Proponents, however, cite the debate over net neutrality. They say sponsored data “interferes with the notion of a level playing field as bigger companies will be able to afford to pick up the tab for data use while smaller ones will not.”

‘Plenty of opportunity’

Qualified IT candidates are in high demand. That’s an issue for hiring managers. But it’s great news for cream-of-the-crop applicants.

And as reports, “even if you're not a security pro or a software developer, there's plenty of opportunity out there.”

IT staffing and consulting firm Mondo, along with Upwork and Cybrary, identified the 10 hottest IT jobs for 2016. They include:

  • UI/UX design developers – “Design can be a competitive advantage.”
  • Network engineers – “It’s about having cleaner pipelines. You can’t afford to have complicated, slow backend systems…”
  • Business analysts – “Companies are going to need someone who speaks both the language of business and the language of IT…”

New Year, ‘New IT’

What’s in store for IT when the calendar soon turns to 2016? How about a digital transformation that will “rewrite the rules” and introduce a “new IT,” one CEO tells

“CIOs and other tech leaders will have to revamp the way they approach IT if they want their companies to keep pace and remain competitive,” the article says.

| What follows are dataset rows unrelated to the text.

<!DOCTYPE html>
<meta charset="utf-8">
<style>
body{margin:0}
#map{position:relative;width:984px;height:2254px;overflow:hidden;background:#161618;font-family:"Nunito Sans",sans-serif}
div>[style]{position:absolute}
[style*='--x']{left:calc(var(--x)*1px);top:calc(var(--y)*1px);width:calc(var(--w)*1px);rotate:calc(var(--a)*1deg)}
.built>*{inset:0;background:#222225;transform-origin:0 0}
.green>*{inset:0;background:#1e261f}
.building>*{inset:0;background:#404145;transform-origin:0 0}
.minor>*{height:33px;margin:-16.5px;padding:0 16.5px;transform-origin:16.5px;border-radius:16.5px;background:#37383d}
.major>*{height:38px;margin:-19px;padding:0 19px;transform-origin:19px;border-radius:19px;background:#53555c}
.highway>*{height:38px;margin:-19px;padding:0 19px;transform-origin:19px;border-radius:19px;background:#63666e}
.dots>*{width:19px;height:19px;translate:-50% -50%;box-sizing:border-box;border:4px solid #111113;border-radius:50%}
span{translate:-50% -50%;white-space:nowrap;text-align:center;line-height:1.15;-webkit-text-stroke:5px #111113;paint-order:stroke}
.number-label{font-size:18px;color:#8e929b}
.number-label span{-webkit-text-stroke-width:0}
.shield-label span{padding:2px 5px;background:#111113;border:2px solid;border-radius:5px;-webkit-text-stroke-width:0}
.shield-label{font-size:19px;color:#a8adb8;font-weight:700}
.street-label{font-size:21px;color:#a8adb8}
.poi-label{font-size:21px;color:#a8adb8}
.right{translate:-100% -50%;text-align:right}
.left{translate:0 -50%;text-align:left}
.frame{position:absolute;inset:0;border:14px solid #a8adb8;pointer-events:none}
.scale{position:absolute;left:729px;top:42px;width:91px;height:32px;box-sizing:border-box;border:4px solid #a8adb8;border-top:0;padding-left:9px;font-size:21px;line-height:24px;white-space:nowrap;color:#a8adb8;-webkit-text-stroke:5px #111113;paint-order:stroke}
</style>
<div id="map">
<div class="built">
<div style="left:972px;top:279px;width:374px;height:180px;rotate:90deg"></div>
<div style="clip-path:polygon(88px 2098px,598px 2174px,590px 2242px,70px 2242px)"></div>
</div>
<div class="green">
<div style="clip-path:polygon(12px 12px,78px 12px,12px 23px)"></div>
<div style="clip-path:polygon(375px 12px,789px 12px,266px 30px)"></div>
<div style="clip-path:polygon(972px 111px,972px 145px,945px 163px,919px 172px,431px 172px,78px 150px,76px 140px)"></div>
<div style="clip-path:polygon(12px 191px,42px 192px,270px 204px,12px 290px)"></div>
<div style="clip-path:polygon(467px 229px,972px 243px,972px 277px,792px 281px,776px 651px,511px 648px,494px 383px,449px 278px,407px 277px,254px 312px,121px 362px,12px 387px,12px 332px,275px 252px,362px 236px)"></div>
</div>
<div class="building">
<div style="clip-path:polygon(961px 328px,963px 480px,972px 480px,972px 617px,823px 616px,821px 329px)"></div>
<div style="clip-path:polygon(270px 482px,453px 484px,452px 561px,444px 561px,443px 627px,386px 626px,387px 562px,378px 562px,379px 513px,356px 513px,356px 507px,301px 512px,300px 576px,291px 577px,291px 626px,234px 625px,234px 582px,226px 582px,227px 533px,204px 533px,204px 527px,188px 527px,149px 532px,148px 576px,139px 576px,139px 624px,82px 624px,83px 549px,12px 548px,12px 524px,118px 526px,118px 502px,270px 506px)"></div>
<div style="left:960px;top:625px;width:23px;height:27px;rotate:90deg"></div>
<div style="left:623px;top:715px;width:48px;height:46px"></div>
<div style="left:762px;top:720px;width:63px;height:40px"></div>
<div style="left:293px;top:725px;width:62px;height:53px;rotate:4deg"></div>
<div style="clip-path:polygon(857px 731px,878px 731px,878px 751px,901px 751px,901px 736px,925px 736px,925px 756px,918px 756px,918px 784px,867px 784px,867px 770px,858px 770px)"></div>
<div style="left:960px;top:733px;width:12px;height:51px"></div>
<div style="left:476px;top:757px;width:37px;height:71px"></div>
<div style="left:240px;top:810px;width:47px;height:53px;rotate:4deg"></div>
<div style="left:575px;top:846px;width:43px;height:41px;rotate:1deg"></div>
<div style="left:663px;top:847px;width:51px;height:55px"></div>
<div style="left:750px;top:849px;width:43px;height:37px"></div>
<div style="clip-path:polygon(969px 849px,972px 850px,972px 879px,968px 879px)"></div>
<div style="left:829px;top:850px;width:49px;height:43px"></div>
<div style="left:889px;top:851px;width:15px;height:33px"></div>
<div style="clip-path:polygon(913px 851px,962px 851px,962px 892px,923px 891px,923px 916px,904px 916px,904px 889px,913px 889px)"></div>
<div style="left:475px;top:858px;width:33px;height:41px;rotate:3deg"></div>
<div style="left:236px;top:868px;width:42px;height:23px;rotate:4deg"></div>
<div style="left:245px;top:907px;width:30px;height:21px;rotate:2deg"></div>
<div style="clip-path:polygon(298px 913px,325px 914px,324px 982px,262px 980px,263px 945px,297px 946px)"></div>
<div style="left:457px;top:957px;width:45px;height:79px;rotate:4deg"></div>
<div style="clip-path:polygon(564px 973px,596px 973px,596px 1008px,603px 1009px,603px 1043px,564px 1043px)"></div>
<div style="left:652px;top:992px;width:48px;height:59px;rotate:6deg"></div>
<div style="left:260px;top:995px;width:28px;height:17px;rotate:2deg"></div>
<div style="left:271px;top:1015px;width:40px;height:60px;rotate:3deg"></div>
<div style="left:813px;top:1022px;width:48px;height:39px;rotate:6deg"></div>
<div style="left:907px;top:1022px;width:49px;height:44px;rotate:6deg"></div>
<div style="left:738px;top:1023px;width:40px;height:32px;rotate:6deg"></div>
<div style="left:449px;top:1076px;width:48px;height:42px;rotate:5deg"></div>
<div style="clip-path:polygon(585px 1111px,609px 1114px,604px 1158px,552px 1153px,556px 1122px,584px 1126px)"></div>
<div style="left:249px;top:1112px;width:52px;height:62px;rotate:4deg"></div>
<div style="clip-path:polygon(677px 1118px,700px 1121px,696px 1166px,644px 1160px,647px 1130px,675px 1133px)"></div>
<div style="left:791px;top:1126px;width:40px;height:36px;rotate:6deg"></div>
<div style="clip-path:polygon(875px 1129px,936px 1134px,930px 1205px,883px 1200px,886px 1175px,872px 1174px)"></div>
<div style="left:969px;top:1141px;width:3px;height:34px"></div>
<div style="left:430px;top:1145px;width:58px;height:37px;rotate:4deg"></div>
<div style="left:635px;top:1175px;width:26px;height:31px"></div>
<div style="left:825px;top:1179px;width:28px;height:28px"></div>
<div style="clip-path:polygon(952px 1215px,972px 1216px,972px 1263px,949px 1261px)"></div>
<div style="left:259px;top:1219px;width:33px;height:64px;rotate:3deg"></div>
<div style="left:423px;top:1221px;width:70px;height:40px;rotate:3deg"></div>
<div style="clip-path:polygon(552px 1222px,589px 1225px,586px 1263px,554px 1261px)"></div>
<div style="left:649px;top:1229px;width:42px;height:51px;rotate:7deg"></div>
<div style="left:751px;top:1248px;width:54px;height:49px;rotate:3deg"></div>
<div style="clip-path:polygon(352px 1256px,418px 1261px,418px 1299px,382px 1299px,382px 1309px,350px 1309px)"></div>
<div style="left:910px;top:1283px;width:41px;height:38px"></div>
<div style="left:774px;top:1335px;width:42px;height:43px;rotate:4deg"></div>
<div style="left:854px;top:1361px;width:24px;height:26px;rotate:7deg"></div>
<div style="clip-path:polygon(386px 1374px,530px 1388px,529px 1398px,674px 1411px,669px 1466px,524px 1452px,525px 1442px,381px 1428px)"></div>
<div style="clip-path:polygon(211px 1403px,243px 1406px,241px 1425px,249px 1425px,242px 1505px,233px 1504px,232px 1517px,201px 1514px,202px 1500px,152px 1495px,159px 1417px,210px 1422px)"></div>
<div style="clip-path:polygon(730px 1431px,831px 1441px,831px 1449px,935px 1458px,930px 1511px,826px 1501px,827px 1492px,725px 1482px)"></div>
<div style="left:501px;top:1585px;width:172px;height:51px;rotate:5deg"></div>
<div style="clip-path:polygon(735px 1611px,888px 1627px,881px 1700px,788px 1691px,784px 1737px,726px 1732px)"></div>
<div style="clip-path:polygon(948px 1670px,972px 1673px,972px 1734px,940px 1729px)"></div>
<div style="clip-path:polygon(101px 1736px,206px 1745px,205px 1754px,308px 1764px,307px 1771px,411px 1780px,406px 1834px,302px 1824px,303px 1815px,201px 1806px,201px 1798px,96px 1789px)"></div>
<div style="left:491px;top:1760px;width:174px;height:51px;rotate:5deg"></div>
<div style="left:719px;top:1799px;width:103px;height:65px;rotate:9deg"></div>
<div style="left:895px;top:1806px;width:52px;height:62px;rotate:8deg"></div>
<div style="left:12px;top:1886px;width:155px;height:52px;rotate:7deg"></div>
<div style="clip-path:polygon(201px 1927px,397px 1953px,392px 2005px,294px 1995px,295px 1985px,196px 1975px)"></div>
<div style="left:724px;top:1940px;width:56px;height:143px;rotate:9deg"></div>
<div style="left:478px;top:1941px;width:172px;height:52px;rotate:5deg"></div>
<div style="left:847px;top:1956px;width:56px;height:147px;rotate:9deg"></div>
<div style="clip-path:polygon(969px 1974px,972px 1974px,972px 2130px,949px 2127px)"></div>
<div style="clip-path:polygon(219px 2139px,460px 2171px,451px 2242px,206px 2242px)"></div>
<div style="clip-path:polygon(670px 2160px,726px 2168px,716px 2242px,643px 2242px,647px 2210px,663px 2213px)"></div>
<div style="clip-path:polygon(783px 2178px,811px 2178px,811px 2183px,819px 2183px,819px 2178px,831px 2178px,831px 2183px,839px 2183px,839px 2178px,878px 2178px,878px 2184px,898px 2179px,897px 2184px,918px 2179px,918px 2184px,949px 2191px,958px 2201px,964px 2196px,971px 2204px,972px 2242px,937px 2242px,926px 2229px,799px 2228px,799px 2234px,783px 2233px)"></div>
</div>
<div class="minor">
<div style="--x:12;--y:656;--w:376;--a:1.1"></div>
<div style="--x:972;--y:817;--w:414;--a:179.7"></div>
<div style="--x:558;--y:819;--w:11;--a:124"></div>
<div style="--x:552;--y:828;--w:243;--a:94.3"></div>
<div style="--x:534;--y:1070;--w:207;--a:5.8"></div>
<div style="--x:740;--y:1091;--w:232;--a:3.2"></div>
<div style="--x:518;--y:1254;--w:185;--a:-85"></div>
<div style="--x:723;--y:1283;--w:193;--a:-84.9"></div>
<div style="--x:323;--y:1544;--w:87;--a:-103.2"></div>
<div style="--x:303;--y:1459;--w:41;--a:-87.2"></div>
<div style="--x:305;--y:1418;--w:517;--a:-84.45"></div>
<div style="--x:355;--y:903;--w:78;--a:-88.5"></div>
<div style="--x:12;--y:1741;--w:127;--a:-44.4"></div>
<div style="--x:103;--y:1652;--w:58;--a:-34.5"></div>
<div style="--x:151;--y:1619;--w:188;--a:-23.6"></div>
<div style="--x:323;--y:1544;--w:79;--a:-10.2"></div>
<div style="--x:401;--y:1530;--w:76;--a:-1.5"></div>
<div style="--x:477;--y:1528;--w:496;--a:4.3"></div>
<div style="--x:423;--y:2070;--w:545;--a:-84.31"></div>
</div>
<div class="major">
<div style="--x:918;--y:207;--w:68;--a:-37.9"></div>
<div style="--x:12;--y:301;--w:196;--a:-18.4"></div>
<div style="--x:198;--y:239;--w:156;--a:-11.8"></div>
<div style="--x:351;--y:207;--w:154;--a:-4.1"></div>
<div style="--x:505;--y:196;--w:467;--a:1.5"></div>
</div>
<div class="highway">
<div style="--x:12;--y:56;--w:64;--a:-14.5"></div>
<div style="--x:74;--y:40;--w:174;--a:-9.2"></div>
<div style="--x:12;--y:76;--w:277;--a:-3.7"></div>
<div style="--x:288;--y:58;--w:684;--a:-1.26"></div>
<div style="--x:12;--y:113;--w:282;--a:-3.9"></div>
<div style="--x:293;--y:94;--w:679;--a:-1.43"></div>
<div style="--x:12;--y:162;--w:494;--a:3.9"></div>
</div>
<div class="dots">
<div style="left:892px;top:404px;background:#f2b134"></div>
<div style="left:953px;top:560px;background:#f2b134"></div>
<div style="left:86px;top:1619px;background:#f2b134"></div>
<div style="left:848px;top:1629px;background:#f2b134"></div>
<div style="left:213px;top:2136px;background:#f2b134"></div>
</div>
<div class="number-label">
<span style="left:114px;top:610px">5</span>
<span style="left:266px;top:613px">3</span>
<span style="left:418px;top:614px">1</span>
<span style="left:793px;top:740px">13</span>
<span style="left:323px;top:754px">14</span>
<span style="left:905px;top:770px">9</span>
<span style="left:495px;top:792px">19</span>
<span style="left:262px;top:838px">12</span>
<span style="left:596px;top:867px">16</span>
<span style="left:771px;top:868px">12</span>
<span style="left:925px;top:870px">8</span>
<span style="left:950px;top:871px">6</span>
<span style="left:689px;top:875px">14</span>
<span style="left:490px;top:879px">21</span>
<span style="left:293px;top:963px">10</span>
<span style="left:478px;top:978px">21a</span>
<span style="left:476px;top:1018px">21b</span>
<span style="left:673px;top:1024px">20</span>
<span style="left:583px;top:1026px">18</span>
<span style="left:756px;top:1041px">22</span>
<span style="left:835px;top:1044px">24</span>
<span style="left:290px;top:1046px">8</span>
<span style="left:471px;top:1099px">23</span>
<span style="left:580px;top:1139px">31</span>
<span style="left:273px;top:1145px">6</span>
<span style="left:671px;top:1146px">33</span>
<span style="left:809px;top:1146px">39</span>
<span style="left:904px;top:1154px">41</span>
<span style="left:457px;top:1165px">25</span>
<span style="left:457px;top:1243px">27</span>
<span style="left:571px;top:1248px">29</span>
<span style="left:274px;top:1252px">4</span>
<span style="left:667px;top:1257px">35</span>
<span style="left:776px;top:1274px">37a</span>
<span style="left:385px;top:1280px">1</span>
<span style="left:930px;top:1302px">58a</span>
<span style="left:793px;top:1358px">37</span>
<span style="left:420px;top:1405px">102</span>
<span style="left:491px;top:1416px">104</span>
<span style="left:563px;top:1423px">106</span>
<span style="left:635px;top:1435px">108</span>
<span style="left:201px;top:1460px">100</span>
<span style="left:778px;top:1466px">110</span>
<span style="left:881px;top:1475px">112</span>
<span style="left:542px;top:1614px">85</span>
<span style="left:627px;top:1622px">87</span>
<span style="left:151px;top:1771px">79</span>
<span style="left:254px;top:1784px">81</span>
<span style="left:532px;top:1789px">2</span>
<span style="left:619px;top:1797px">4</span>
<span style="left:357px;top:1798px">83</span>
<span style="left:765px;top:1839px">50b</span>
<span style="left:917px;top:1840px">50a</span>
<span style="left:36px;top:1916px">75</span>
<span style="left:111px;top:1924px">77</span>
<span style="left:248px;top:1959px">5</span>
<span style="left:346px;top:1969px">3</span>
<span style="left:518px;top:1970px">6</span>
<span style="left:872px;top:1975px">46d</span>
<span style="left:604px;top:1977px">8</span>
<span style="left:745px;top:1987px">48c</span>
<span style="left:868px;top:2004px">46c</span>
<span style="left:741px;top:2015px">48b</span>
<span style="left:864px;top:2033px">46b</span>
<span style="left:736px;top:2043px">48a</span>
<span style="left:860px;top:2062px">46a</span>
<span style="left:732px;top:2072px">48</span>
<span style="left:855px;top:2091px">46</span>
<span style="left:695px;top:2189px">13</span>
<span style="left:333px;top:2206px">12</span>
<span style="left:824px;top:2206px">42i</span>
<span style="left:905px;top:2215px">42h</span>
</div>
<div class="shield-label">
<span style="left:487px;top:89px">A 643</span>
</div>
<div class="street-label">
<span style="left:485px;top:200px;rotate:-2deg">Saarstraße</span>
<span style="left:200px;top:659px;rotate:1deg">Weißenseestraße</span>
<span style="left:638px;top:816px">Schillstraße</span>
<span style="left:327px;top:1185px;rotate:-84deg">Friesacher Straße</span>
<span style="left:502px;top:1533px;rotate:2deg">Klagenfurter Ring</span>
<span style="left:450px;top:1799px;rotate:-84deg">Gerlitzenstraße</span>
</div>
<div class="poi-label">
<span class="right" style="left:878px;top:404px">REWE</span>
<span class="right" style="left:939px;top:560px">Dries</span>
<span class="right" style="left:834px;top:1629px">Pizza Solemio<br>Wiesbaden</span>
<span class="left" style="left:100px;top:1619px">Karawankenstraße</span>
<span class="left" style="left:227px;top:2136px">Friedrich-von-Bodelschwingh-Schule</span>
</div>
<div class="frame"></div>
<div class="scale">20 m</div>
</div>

Five predictions for the upcoming year include:

  • Application owners will own IT
  • The data center will assume characteristics of the public cloud
  • Web-scale IT architectures will become available to most enterprises
  • CIOs will face increased pressure to shift spending to operating expenses
  • Cyberattacks and data breaches in the cloud go from perception to reality

Read the full article here.

‘Business savvy’ attacks

If one firm’s findings are any indication, ransomware could be the proverbial coal in your holiday stocking.

“Researchers at iSheriff spotted more than 70,000 incidents of cybercriminals attempting to infect users with cryptographic ransomware variants this week,” SCMagazine reported on December 11.

Most of the infections reportedly spread through phishing emails that targeted unprotected Windows systems.

According to the report, “the sophisticated timing of the attacks appear to be ‘almost business savvy’ because the attackers are counting on a lot of people having money during this time of year.”

The standard best practices still apply:

  • Do not open attachments from questionable sources
  • Make sure all devices run the latest security versions
  • Back up business-critical data

Have fun this holiday season, but be vigilant. You’ve been warned.